Ulcerative and erosive (mucocuteaneous) lichen planus associated with persistent chronic hepatitis and pancytopenia
Erosive and ulcerative lichen planus is a rare variant of a disease characterised by erosive lesions of the mucous and, more rare, by ulcerative palmoplantar injuries.
Female patient, 54 years old, urban area, is submitted due to leukoplakia and erosive oral lesions, papulosquamous lesions of palms and soles, periungual ulcerations on feet and nails changes on the left hallux. The affection began two months ago with the appearance of the palmoplantar and digital lesions. It wasn't observed the oral involvement which wasn't accompanied by subjective symptomatology. From the personal case history we note persistent chronic hepatitis, arterial high blood pressure, evolving for the last 10 years. The general clinic examination and the one with the help of devices show splenomegaly and arterial values of 200/90 mmHg.
The local exam:
Violaceous flat-topped polygonal, shiny papules aggregated in small plaques on the abdomen sides and in the axillary area. At the level of the wrist there are papules of bigger dimensions. On palms and soles there are grouped and singulaire papulosquamous lesions, having thick adherent scale, while periungular and towards the apex of the toes we notice irregular ulcerative lesions.
The nail of the left hallux is partially destroyed, at its base being only a thin remnant from the plate. Leukoplakia and oral erosive lesions.
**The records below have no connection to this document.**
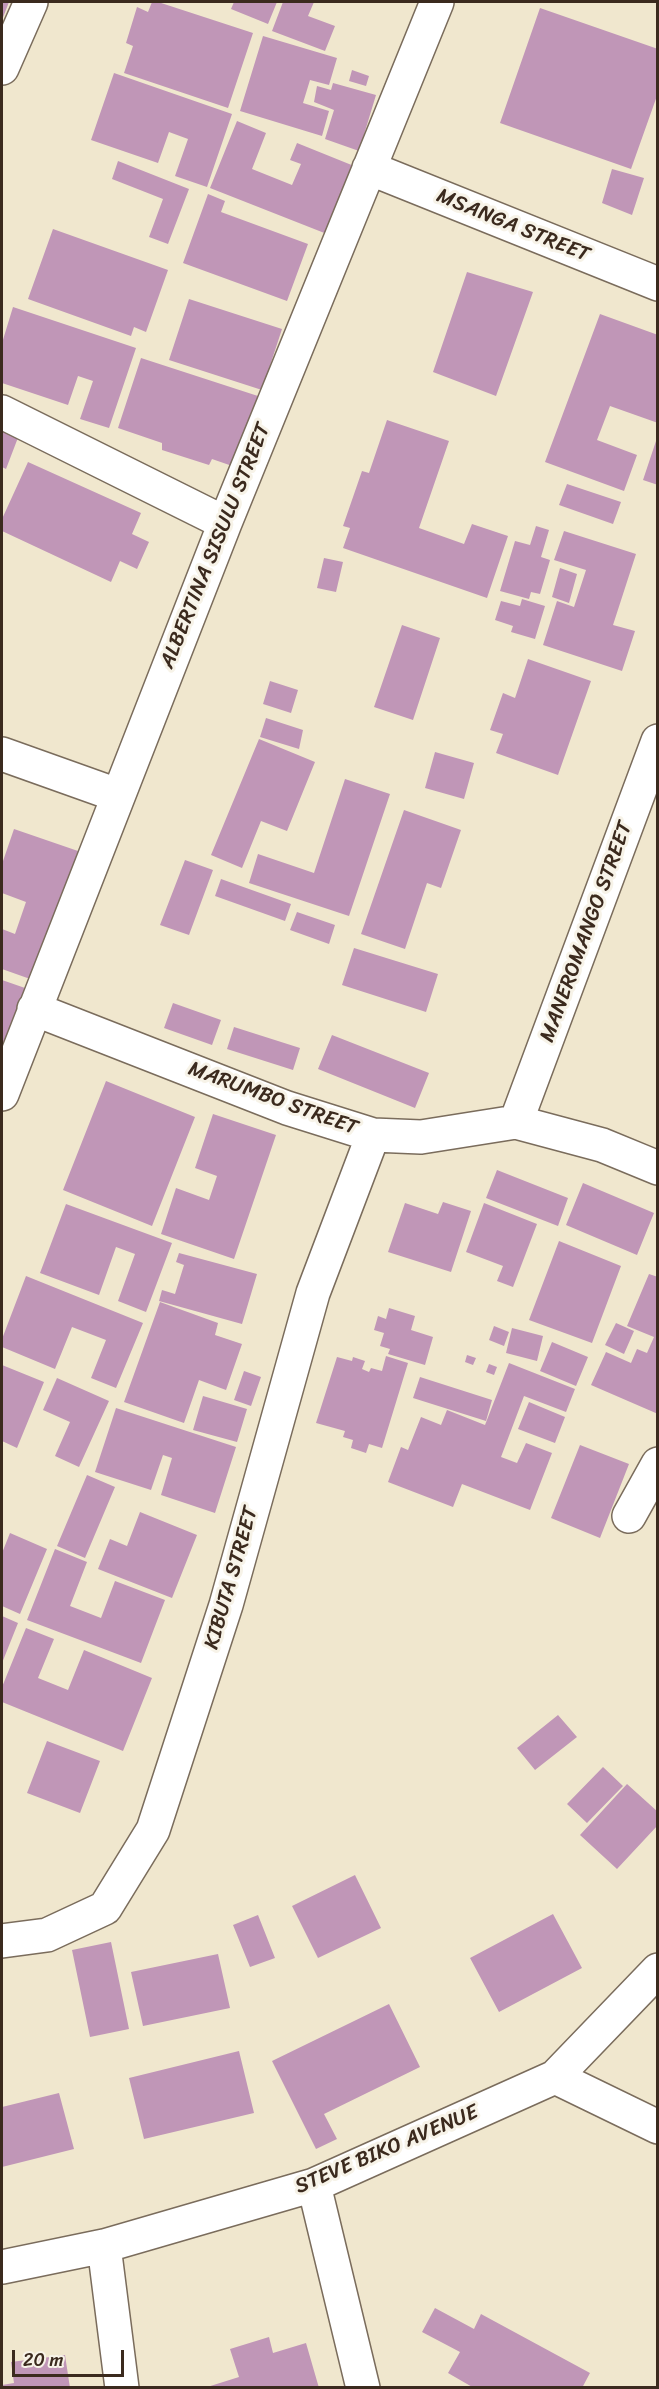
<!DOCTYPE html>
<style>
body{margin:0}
#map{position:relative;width:659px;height:2389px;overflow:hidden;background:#f0e7ce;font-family:Sriracha,sans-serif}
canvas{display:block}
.frame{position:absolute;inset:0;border:3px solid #3b2a1e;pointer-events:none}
.scale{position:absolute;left:12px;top:2350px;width:112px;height:27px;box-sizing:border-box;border:3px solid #3b2a1e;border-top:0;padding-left:8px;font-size:18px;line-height:21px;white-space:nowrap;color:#3b2a1e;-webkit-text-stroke:4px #f7f3e8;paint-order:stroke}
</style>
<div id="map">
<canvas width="659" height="2389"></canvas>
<div class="frame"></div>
<div class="scale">20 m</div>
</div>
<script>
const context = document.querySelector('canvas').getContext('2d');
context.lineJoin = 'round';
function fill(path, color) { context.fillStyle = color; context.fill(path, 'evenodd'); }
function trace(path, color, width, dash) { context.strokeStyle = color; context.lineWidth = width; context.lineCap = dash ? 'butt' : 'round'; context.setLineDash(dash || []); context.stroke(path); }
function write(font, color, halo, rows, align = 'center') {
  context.font = font + ' Sriracha,sans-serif'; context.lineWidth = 6; context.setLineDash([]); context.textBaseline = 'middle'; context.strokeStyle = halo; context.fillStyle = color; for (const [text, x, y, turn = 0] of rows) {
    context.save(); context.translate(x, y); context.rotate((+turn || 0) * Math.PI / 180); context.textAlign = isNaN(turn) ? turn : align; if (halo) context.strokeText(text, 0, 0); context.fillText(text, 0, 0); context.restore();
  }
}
fill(new Path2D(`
 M2 2H9L2 20Z
 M152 2H158L253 33 228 108 124 73 133 46 126 43 137 7 148 12Z
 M234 2H277L268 24 231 9Z
 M283 2H314L308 16 335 26 325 51 272 31Z
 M540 8 658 49V93L631 169 500 123Z
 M263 36 337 58 329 85 310 80 303 103 329 111 322 136 240 111Z
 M352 70 369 76 366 86 349 81Z
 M114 73 232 114 207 187 175 176 188 139 169 132 158 163 91 140Z
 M333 83 376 95 359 151 325 139 334 110 314 102 317 86 331 90Z
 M237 121 266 133 252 169 292 185 301 164 290 160 297 143 359 168 332 236 210 188Z
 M118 161 189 189 168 244 149 237 163 199 112 179Z
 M612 169 644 178 632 215 602 203Z
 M208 194 225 201 221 212 308 244 287 301 183 263Z
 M53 229 168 270 146 332 134 327 131 336 28 299Z
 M467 272 533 292 496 396 433 372Z
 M189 299 282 329 262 390 169 360Z
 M13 307 136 348 109 428 80 419 93 381 78 376 68 405 2 383V343Z
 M600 314 658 335V423L610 406 597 440 637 455 624 491 545 462Z
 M141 358 261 397 238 468 212 459 209 465 162 450V443L118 428Z
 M387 420 449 441 419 528 464 544 472 524 508 536 487 598 343 548 350 528 343 526 362 471 369 473Z
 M2 428 19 435 6 469 2 467Z
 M656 441 658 442V485L643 480Z
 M28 462 141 513 132 534 149 542 137 569 120 561 111 582 2 531V519Z
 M567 484 621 502 613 524 559 505Z
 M536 526 549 530 541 557 550 560 540 594 531 592 529 599 500 591 515 541 530 545Z
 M564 531 636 554 613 625 635 631 622 671 543 645 557 601 574 607 586 570 554 560Z
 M324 558 343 562 336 592 317 588Z
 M560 568 577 574 569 603 552 597Z
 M522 599 545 606 535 639 511 632 513 626 495 620 501 601 520 606Z
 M402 625 440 638 413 720 374 707Z
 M528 659 591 681 558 775 496 753 503 734 490 730 503 693 515 698Z
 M270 681 298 690 291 713 263 704Z
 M266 718 303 730 299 749 260 737Z
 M259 739 315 762 287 831 261 821 242 868 211 855Z
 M435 752 474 763 464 799 425 788Z
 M345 779 390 794 349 916 249 883 258 854 314 873Z
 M404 810 461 830 441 888 427 883 405 949 361 934Z
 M14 829 78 851 33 980 2 969V929L15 934 26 902 2 893V864Z
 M185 860 213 870 189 935 160 925Z
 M221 879 291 904 285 921 215 896Z
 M297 912 335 925 329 944 290 930Z
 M354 948 438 974 426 1012 342 985Z
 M2 980 25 988 2 1055Z
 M173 1003 221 1020 212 1045 164 1028Z
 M234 1027 300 1048 293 1070 227 1049Z
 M332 1035 429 1073 415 1108 318 1069Z
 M106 1081 195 1117 152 1226 63 1190Z
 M213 1114 276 1135 234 1259 161 1234 176 1188 209 1200 217 1176 195 1168Z
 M497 1170 568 1198 558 1226 486 1198Z
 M583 1183 654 1213 637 1255 566 1225Z
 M443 1202 471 1211 451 1272 388 1252 405 1203 438 1214Z
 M484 1203 537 1224 513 1287 497 1281 503 1266 466 1252Z
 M66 1204 172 1243 146 1312 118 1301 135 1254 116 1247 99 1295 40 1273Z
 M559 1241 621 1266 592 1343 529 1320Z
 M179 1253 257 1274 242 1324 159 1301 162 1290 175 1294 184 1265 176 1262Z
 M649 1274 658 1277V1414L591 1385 606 1352 631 1363 637 1349 647 1353 654 1337 627 1326Z
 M26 1276 143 1323 116 1388 91 1378 106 1340 72 1327 55 1369 2 1347V1339Z
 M160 1302 218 1323 215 1335 242 1344 226 1390 199 1380 184 1423 124 1402Z
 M389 1308 415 1316 411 1330 433 1337 425 1365 388 1354 390 1349 380 1346 384 1333 374 1330 378 1316 386 1319Z
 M616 1323 634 1331 624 1354 605 1345Z
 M494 1326 509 1332 504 1346 489 1340Z
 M512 1328 543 1336 537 1361 506 1353Z
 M552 1342 588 1357 576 1386 540 1371Z
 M467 1355 476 1358 473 1365 465 1362Z
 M386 1356 408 1363 382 1448 369 1444 366 1453 351 1448 353 1440 343 1437 345 1431 316 1423 337 1357 352 1361 353 1357 365 1361 362 1369 369 1372 371 1368 382 1371Z
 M509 1363 575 1389 566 1412 524 1396 501 1457 517 1463 526 1443 552 1453 530 1510 462 1484 453 1507 388 1482 401 1447 408 1450 421 1417 441 1425 447 1410 485 1425Z
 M489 1364 497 1367 494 1375 486 1372Z
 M2 1365 44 1382 17 1448 2 1441Z
 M244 1371 261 1377 251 1406 234 1400Z
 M420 1377 492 1400 486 1421 413 1398Z
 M57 1378 109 1401 79 1467 55 1456 70 1422 43 1410Z
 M203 1396 247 1409 237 1442 193 1430Z
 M529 1402 565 1417 555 1443 518 1429Z
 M116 1408 236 1447 215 1513 161 1495 172 1458 163 1455 151 1490 95 1472Z
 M580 1445 629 1464 600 1538 551 1518Z
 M87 1475 115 1487 85 1558 57 1546Z
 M140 1512 197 1535 172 1598 98 1569 110 1539 127 1546Z
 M10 1533 47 1549 20 1614 2 1606V1553Z
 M55 1549 87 1562 70 1606 101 1618 115 1581 165 1600 141 1663 27 1620Z
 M2 1616 18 1623 2 1663Z
 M26 1628 54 1639 38 1678 68 1690 84 1650 152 1678 123 1751 2 1702V1687Z
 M558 1715 577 1737 535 1770 517 1748Z
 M47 1741 100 1761 80 1813 27 1793Z
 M603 1767 623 1786 587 1823 567 1804Z
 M627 1784 658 1812V1825L617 1869 580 1835Z
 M355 1875 381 1928 318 1958 292 1906Z
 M553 1914 582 1968 499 2012 470 1958Z
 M258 1915 275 1958 250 1967 233 1925Z
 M111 1942 129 2029 90 2037 72 1950Z
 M218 1954 230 2008 143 2026 131 1972Z
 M389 2004 420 2067 324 2114 337 2139 316 2149 272 2061Z
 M239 2051 254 2113 144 2139 129 2078Z
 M59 2093 74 2149 2 2167V2107Z
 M435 2308 474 2329 481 2314 590 2373 582 2388H474L448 2373 460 2352 422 2332Z
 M269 2337 273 2353 306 2343 319 2388H204L239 2377 230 2349Z
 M65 2355 70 2388H2V2385L14 2383 11 2362Z`), '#c096b7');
const minor = new Path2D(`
 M2 68 31 2
 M369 168 658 284
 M2 412 225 523
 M2 754 117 795
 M34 1009 287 1108 373 1135 421 1137 516 1122 602 1145 658 1168
 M2 1094 225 523 437 2
 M516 1122 658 741
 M629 1516 658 1464
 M2 1941 47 1935 105 1908 153 1830 226 1605 313 1293 373 1135
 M555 2077 658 2127
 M314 2185 363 2388
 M104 2246 122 2388
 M2 2267 104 2246 314 2185 555 2077 658 1970`);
trace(minor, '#7a6c5c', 36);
trace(minor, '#fff', 33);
write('21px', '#3b2a1e', '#f7f3e8', [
 ["MSANGA STREET",513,226,22],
 ["ALBERTINA SISULU STREET",216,546,-68],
 ["MANEROMANGO STREET",587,932,-70],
 ["MARUMBO STREET",273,1099,20],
 ["KIBUTA STREET",232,1578,-74],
 ["STEVE BIKO AVENUE",387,2150,-23]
]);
</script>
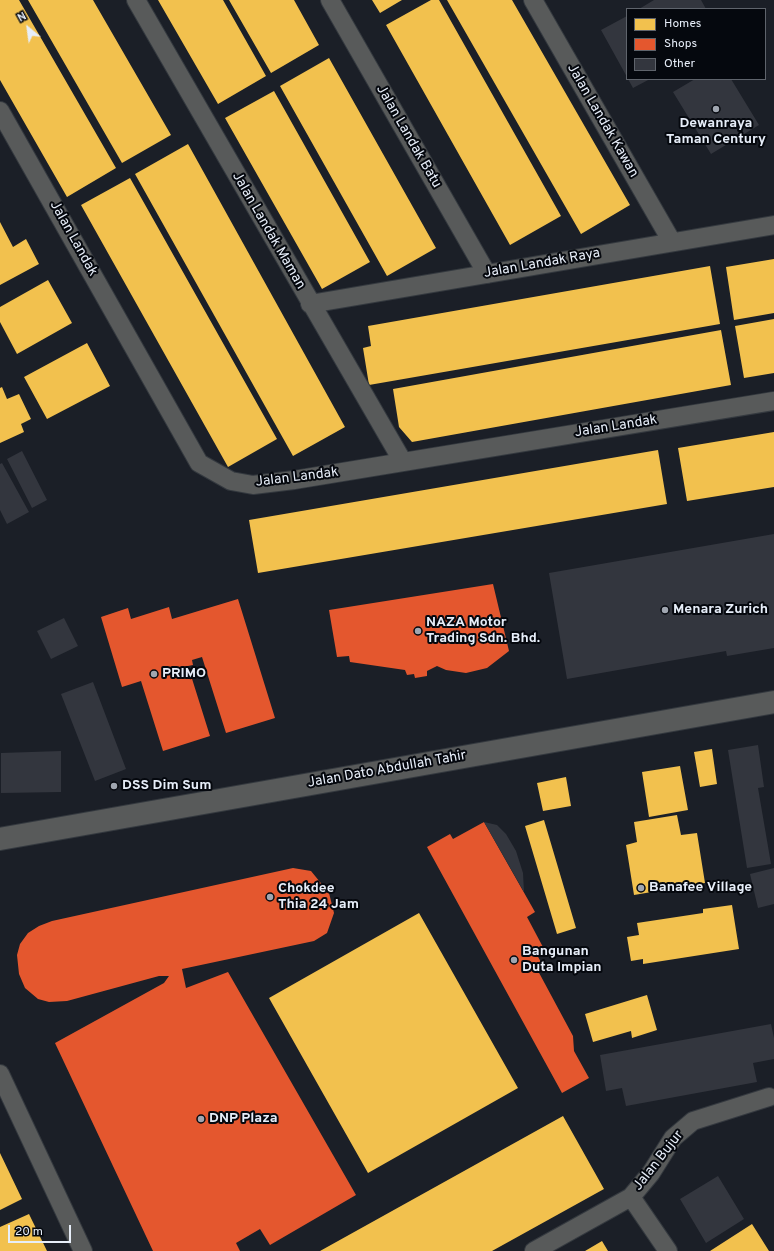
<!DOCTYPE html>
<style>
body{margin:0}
#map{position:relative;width:774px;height:1251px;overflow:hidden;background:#1b1f27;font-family:Overpass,sans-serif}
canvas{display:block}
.legend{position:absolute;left:626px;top:8px;width:140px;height:72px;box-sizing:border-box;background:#05080e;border:1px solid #5f646c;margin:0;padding:5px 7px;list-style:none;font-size:12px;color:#e7eef9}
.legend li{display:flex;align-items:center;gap:8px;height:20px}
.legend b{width:20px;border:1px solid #5f646c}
.north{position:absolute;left:8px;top:8px;width:40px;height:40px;-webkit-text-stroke:3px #05080e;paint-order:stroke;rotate:331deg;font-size:11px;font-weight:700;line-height:16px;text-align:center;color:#e7eef9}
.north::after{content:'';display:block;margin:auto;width:14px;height:18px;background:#e7eef9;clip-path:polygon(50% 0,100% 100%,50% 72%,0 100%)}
.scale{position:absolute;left:8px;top:1225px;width:63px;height:18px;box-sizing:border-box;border:2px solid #e7eef9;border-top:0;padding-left:5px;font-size:12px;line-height:14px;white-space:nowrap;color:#e7eef9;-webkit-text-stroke:3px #05080e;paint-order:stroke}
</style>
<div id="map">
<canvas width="774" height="1251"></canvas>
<ul class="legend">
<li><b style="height:11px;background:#f2c14e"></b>Homes</li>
<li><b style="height:11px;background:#e4572e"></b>Shops</li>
<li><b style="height:11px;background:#33363e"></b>Other</li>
</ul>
<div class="north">N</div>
<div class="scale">20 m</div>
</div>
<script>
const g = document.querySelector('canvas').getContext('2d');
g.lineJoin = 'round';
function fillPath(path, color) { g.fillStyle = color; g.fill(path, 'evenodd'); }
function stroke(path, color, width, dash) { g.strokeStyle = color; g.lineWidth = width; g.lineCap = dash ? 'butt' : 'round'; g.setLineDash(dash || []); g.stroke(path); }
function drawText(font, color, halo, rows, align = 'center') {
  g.font = font + ' Overpass,sans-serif'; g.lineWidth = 4; g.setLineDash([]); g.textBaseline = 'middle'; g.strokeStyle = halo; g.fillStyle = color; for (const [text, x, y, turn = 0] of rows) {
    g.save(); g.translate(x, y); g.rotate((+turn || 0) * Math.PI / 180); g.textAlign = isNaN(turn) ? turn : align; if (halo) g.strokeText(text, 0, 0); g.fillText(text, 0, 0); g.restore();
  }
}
fillPath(new Path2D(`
 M 0,0 L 19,0 L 116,168 L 67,197 L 0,80 Z
 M 28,0 L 93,0 L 171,135 L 122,163 Z
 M 158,0 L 223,0 L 266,76 L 218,104 Z
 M 229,0 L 294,0 L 319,45 L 271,73 Z
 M 372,0 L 402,0 L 380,13 Z
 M 431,0 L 439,0 L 561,216 L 510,245 L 386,25 Z
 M 447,0 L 512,0 L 630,205 L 581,234 Z
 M 329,58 L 436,248 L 387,276 L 280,86 Z
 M 274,91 L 370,262 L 322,289 L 225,118 Z
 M 188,144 L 345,427 L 293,456 L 135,174 Z
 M 130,178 L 277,439 L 228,467 L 81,205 Z
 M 0,222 L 13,247 L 26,239 L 39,264 L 0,285 Z
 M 774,259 L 774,313 L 734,320 L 726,267 Z
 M 710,266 L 720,324 L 369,385 L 363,348 L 371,346 L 368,326 Z
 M 48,280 L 72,323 L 17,354 L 0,322 L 0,307 Z
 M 774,319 L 774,373 L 744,378 L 735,326 Z
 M 721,330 L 731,385 L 412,442 L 399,427 L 393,389 Z
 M 87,343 L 110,386 L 47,419 L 24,377 Z
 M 2,387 L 7,399 L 19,394 L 31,419 L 21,424 L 24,432 L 0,443 L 0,388 Z
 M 774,432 L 774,487 L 687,501 L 678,448 Z
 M 658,450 L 667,504 L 258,573 L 249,520 Z
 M 712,749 L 717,784 L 700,787 L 694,752 Z
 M 680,766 L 688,810 L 649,817 L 642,772 Z
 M 566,777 L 571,806 L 543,811 L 537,783 Z
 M 677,815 L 681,835 L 697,833 L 705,883 L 634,895 L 626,845 L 637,842 L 634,822 Z
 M 544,820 L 576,928 L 557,934 L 525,826 Z
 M 732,905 L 739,949 L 643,964 L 643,959 L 631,961 L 627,937 L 639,935 L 637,923 L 703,913 L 703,909 Z
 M 419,913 L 518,1088 L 368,1173 L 269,998 Z
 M 647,995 L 657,1030 L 632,1038 L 631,1031 L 593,1042 L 585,1014 Z
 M 563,1116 L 604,1189 L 492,1251 L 320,1251 Z
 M 0,1153 L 22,1199 L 0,1210 Z
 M 29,1214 L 47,1251 L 0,1251 L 0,1227 Z
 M 752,1224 L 769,1251 L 710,1251 Z
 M 602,1241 L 608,1251 L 585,1251 Z`), '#f2c14e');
fillPath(new Path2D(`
 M 493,584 L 509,651 L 487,668 L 466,673 L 446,670 L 437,666 L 427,671 L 427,676 L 415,678 L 414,674 L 407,675 L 405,670 L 350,662 L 349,656 L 337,657 L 329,610 Z
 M 238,599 L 275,718 L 226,733 L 202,657 L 192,660 L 193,665 L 188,666 L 210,736 L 163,751 L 141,681 L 122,687 L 101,617 L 128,608 L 131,619 L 169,607 L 172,619 Z
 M 484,822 L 535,912 L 527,917 L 544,949 L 536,953 L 543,966 L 537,969 L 573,1036 L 574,1051 L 589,1078 L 562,1093 L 427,847 L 450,834 L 453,839 Z
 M 293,868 L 311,871 L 329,893 L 334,913 L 327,933 L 314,941 L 182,969 L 186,988 L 228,972 L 356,1195 L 270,1245 L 260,1229 L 236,1243 L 240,1251 L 153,1251 L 55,1043 L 164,983 L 169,976 L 159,976 L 67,1001 L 49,1002 L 38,999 L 25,988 L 19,974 L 17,955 L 20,944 L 28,933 L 39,926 L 52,921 Z`), '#e4572e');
fillPath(new Path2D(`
 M 654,0 L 701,0 L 706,9 L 639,9 Z
 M 627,16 L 627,77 L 601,30 Z
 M 628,79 L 650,79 L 633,88 Z
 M 695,79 L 731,79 L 759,125 L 711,154 L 673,92 Z
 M 22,451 L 47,500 L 32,508 L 7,459 Z
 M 2,463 L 29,512 L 7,524 L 0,510 L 0,464 Z
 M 774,534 L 774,648 L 727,656 L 726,651 L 567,679 L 549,573 Z
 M 64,618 L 78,646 L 51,659 L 37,631 Z
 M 93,682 L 126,769 L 95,781 L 61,694 Z
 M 758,745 L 764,787 L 758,788 L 771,864 L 747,868 L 728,750 Z
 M 61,751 L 61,792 L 1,793 L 1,753 Z
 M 484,822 L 497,825 L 506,834 L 516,851 L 523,873 L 524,892 Z
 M 774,868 L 774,904 L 758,908 L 750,874 Z
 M 771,1024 L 774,1038 L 774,1059 L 753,1063 L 757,1082 L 626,1106 L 622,1088 L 606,1091 L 600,1055 Z
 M 718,1176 L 744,1219 L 706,1243 L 680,1199 Z`), '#33363e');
const minor = new Path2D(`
 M 136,0 L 403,462
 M 330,0 L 487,274
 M 533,0 L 672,242
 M 0,111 L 199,463 L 231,481 L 253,485 L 294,480 L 774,401
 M 310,304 L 774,225
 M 0,1074 L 83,1251
 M 631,1197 L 668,1251
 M 534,1251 L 631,1197 L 651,1173 L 673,1138 L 693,1121 L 769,1097`);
const tertiary = new Path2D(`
 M 0,839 L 774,702`);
stroke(minor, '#34393f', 20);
stroke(tertiary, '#34393f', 24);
stroke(minor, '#585a5a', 18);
stroke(tertiary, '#585a5a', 22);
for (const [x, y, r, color] of [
 [716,109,4,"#a0a6b0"],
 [665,610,4,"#a0a6b0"],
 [418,631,4,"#a0a6b0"],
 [154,674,4,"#a0a6b0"],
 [114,786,4,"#a0a6b0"],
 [641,888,4,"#a0a6b0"],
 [270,897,4,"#a0a6b0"],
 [514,960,4,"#a0a6b0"],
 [201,1119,4,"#a0a6b0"]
]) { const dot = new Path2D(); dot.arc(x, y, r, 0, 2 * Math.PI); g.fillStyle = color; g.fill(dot); stroke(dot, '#05080e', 1.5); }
drawText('14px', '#e7eef9', '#05080e', [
 ["Jalan Landak Kawan",602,121,60],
 ["Jalan Landak Batu",408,137,60],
 ["Jalan Landak Maman",268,231,60],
 ["Jalan Landak",73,239,61],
 ["Jalan Landak Raya",542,264,-10],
 ["Jalan Landak",616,427,-9],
 ["Jalan Landak",297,478,-7],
 ["Jalan Dato Abdullah Tahir",387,770,-10],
 ["Jalan Bujur",659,1161,-52]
]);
drawText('bold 14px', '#e7eef9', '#05080e', [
 ["Dewanraya",716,124,"center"],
 ["Taman Century",716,140,"center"],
 ["Menara Zurich",673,610],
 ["NAZA Motor",426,623],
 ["Trading Sdn. Bhd.",426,639],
 ["PRIMO",162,674],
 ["DSS Dim Sum",122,786],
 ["Banafee Village",649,888],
 ["Chokdee",278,889],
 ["Thia 24 Jam",278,905],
 ["Bangunan",522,952],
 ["Duta Impian",522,968],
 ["DNP Plaza",209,1119]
], 'left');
</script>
Severe pancytopenia, the slight increase of the direct bilirubin and the decrease of the seric iron. Hbs antigen, anti-Hbc and anti-HVC anticorps are negative. The abdominal ultrasound shows the liver as being in the superior limits of the normal values and splenomegaly. Sternal puncture shows a hipoplasic marrow with the erythroblastic series having a hipochromic aspect, the granulocytic series as being hipoplasic and the megakaryocytic series being poor. The puise therapy with dexamethasone which was recommended for pancitopenia continued after that with prednisone, and the topic treatment with mometasone furoate have led to a spectacular amelioration of the cutaneous and mucous lesions.
The case particularity: the presence of mucous erosions and cutaneous ulcerations and of the association with other autoimmune manifestations.